Маша знакомит меня с Верочкой, своей ученицей, совсем молоденькой девочкой, невестой. Верочка прослышала о моем новом даре (от Маши, конечно) и просит предсказать, будет ли она счастлива в браке. Четверть часа я беседую с ней, четверть часа с женихом, потом говорю Маше: — Мутновато.
— Загадками говоришь, — возмущается Маша. — Объясни членораздельно, по-человечески.
— Но я так вижу. Он пронзительно-желтый, Верочка голубенькая. Вместе что-то серо-зеленое, нечистый тон, грязноватый даже.
— Злой ты какой-то, — Маша пожимает плечами.
— Выламываешься, — говорит она в другой раз.
Потом всплывает ревность: — С Венерой своей разговаривай так, с носатой красоткой.
И вот беда: в самом деле мне с Венерой легче разговаривать.
Мы понимаем друг друга, у нас общий язык, мы близкие, не одной крови, но одного мышления. Маша осталась где-то на другой стороне, пропасть расширяется, и все труднее наводить мосты.
И смертельную обиду вызываю я, сказав, что дочка ее как оберточная бумага — шершавая и сероватая. Почему «как оберточная бумага»? Потому что никакая она, не человек еще, «табула раза», жизнь еще напишет на ней содержание. Почему «как оберточная»? Потому что не очень чувствительна девочка, только жирные буквы отпечатываются на ней. И «шершавая» потому, что толстокожая. Но ведь все это я выразил короче. Лаконичны мои новые образы.
— Ты меня дразнишь? Ты меня оскорбить хочешь?
Снова и снова объясняю ей, что не злюсь, не выламываюсь, не дразню и не оскорбляю. Вижу я теперь иначе, Машу не утешают мои оправдания. Маша рыдает, ломая руки: пальцы сплетает и расплетает, локти прижимает к груди, словно ей мешают собственные руки, хочет их оторвать и отбросить. Маша не находит себе места, Маша не находит слов:
— Ты совсем другой человек, ты чужой, чужой, я такого не знала никогда. Я не могу любить каждый год другого. Я знаю, что ты не виноват, это все проклятые опыты дяди. Ну какое он право имеет вмешиваться в душу, перелицовывать человека? Где мой милый добрый Гурик? Подменили, выдали другого — сухого, циничного, оракула всевидящего. А потом будет еще какой-нибудь величественный, снисходительный, божественный. Все разные, все чужие. Я так не могу, не могу, не могу!
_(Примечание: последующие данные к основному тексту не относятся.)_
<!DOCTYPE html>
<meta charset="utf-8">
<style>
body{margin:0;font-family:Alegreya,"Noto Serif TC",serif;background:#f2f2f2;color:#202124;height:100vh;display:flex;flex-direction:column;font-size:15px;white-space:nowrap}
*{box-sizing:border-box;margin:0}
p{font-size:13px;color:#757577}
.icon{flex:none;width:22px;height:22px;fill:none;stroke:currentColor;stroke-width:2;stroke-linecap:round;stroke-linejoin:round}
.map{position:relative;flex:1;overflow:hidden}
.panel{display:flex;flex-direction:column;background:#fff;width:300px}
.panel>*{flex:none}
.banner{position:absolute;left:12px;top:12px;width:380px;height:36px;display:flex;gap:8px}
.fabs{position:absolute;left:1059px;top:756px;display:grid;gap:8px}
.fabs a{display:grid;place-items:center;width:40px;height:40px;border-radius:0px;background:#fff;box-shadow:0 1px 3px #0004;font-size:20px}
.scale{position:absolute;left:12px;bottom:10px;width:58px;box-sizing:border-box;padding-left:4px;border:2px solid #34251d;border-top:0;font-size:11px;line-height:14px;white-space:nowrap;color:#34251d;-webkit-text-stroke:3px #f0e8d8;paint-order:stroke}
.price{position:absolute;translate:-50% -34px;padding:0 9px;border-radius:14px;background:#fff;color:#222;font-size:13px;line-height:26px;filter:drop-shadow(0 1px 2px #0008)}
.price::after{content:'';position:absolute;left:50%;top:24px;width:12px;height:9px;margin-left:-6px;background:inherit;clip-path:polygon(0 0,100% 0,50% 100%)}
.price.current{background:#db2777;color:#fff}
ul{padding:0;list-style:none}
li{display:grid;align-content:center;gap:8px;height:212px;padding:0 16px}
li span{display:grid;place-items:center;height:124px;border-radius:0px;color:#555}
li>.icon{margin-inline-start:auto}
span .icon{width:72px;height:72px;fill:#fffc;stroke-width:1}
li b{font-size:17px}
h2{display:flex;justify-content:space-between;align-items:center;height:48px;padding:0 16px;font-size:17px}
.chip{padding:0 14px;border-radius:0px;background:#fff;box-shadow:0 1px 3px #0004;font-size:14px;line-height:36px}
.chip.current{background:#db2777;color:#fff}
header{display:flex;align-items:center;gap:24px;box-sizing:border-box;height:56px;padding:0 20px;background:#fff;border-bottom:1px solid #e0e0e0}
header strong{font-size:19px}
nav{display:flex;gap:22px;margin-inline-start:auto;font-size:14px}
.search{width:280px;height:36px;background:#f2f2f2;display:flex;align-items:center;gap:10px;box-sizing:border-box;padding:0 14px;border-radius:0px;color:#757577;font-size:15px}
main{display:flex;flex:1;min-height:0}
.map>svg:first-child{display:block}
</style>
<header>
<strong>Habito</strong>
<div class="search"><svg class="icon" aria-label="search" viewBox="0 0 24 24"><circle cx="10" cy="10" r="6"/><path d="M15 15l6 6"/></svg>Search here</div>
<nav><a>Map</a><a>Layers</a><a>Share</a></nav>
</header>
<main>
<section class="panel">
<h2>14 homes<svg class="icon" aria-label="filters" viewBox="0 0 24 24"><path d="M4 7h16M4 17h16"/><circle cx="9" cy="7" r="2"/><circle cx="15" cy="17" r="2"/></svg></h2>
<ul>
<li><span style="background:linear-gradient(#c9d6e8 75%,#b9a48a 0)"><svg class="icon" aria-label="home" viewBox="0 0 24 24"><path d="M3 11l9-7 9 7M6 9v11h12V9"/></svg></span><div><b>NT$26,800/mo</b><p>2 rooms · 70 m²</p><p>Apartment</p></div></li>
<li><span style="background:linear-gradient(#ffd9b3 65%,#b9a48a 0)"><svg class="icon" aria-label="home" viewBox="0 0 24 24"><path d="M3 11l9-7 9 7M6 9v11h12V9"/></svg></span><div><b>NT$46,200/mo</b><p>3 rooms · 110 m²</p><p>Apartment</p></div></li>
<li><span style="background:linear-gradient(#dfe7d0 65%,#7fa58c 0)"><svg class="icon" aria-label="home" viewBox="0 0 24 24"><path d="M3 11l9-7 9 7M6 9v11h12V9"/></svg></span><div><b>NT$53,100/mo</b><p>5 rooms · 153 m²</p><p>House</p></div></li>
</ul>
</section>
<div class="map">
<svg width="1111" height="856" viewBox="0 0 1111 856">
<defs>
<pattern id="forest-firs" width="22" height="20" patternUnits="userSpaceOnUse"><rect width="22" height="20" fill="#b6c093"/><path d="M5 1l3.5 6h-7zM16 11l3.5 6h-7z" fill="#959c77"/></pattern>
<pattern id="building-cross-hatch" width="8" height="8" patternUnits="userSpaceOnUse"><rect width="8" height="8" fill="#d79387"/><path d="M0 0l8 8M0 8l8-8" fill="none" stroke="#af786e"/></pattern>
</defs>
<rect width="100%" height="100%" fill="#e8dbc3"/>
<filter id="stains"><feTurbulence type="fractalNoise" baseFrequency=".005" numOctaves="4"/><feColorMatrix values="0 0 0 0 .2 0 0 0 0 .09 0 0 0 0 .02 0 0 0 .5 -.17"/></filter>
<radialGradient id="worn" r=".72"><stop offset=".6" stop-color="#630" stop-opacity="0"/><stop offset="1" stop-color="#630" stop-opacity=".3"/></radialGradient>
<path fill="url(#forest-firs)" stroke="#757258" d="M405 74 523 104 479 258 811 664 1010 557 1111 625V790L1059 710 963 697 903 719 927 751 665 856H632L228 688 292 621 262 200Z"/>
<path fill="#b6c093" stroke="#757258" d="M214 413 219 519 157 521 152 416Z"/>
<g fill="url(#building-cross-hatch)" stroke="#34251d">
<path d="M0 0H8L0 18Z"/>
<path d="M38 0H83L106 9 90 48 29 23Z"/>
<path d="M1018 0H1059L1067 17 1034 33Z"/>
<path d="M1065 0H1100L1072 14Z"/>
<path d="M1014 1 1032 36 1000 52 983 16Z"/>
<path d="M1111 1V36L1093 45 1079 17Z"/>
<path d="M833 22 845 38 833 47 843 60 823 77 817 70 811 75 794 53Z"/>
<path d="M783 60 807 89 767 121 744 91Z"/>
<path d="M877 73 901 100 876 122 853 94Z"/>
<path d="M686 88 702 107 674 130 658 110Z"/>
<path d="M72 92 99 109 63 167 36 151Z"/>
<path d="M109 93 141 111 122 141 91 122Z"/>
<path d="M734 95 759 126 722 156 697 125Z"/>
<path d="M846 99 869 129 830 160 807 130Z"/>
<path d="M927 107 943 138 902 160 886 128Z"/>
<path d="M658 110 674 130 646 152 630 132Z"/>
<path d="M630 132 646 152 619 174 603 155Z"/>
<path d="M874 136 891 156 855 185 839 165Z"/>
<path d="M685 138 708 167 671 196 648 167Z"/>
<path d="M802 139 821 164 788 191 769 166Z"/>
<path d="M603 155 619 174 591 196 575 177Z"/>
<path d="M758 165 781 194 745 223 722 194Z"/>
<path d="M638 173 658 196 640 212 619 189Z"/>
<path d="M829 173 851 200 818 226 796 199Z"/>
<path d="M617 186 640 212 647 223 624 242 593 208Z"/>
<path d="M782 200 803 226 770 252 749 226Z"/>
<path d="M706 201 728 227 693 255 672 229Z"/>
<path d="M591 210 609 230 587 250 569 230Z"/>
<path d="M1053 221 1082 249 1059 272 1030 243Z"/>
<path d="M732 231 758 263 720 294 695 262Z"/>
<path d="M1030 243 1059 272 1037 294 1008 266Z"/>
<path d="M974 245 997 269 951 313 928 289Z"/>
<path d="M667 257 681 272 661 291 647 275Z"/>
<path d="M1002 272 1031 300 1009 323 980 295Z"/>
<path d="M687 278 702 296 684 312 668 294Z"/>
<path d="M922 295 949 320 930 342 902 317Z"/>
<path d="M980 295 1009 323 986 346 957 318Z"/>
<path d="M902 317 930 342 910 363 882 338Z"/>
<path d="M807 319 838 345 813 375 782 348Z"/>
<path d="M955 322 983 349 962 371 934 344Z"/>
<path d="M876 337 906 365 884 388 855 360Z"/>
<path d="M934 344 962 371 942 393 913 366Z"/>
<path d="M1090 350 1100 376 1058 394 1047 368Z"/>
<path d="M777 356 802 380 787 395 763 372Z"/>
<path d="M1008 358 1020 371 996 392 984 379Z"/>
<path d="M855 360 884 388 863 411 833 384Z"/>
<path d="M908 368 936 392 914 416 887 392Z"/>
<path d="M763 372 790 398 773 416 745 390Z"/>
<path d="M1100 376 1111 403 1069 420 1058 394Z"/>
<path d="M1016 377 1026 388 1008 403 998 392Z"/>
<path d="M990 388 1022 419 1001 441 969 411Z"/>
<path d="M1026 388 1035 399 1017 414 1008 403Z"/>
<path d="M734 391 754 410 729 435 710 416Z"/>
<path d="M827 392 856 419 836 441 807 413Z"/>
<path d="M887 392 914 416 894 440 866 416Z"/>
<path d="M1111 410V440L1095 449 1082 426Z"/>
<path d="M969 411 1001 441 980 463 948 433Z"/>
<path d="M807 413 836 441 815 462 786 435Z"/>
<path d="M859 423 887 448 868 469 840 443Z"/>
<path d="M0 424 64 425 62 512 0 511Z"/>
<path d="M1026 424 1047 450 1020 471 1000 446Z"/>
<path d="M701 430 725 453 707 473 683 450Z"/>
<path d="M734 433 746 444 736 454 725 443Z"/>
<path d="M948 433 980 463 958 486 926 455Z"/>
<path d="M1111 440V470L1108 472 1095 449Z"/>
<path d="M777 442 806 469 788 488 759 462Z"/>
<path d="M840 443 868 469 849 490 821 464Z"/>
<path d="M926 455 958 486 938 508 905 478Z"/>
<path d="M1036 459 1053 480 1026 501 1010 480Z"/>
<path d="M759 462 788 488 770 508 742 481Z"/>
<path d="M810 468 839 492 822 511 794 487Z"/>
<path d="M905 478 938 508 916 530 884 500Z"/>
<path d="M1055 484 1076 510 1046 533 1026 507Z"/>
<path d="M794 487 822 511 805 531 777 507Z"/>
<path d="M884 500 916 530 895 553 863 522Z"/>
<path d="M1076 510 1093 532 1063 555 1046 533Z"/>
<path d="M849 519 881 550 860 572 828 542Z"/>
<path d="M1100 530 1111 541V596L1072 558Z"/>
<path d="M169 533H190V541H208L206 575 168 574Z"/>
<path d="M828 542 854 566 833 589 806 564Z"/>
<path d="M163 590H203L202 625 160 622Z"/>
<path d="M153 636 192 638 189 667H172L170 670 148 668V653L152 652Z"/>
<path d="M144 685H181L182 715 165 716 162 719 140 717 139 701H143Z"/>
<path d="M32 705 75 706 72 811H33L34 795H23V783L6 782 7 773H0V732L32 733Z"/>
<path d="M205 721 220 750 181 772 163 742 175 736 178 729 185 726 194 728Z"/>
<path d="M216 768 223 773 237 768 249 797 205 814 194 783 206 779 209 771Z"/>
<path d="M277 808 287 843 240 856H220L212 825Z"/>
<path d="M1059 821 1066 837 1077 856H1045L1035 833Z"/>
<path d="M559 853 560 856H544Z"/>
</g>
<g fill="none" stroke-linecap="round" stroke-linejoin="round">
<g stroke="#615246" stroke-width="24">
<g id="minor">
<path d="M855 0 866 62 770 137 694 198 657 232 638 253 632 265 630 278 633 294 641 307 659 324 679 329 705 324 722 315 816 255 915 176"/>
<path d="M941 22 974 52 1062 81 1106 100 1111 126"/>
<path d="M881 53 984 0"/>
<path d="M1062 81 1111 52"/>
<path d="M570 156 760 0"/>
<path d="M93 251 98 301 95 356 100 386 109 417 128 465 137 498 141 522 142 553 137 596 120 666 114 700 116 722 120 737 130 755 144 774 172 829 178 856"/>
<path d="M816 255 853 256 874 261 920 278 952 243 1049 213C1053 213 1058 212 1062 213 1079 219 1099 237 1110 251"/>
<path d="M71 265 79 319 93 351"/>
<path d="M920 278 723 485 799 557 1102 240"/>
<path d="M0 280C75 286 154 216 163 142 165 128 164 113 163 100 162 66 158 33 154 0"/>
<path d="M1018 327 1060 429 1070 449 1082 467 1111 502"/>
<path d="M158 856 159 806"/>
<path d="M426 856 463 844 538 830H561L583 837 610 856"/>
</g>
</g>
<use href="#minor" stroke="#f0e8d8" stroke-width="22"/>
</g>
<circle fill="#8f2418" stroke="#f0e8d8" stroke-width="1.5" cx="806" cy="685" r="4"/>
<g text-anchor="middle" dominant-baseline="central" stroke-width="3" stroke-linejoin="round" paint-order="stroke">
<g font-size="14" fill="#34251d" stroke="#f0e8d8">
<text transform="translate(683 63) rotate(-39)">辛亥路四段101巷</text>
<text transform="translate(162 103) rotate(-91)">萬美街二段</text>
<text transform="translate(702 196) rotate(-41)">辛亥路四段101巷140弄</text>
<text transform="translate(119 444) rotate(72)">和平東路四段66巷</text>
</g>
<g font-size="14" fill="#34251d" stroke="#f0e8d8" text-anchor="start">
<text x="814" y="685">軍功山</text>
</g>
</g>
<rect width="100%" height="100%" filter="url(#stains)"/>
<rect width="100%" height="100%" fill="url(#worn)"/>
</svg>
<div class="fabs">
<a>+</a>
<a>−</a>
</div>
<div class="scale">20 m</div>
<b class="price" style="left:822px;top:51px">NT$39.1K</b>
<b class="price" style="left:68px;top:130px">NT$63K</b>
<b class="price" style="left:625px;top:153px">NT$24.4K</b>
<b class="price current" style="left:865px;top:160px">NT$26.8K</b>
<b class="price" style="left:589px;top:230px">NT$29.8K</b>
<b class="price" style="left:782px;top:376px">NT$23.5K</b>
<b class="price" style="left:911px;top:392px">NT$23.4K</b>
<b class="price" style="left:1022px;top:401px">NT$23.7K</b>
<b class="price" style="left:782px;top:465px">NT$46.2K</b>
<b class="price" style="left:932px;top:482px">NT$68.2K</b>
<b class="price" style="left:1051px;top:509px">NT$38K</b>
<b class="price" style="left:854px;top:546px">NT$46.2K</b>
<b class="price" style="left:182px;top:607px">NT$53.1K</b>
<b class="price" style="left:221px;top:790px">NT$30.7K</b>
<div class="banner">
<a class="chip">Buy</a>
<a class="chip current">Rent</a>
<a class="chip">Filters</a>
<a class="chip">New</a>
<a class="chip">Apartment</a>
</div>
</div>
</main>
Мне не удалось утешить Машу. Она убежала, отмахиваясь, и я решил отложить разговор на другой день, когда она не будет так расстроена. Но она не пришла назавтра и послезавтра, а потом я получил от нее письмо. Письмо само по себе символ разрыва. В наше время, когда так легко появиться на запястье, в кружочке наручного экрана, письма пишут, если не хотят видеться.
«Гурий, прощай, — писала Маша. — Турина, которого я любила, больше нет на свете. А ты только его тезка, чужой человек, захвативший имя и внешность моего лучшего друга. Я даже не уверена, что ты человек. И не преследуй меня, не ищи. Такого я не люблю, такого я боюсь».
Вот так получается. Как говорит шеф: «За все на свете надо платить, а кто платит, тот тратит». И кто осудит Машу? У нее своя правда. Маша — хранительница человечества. А я не сохранился, я изменился. Кто меняется, тому изменяют.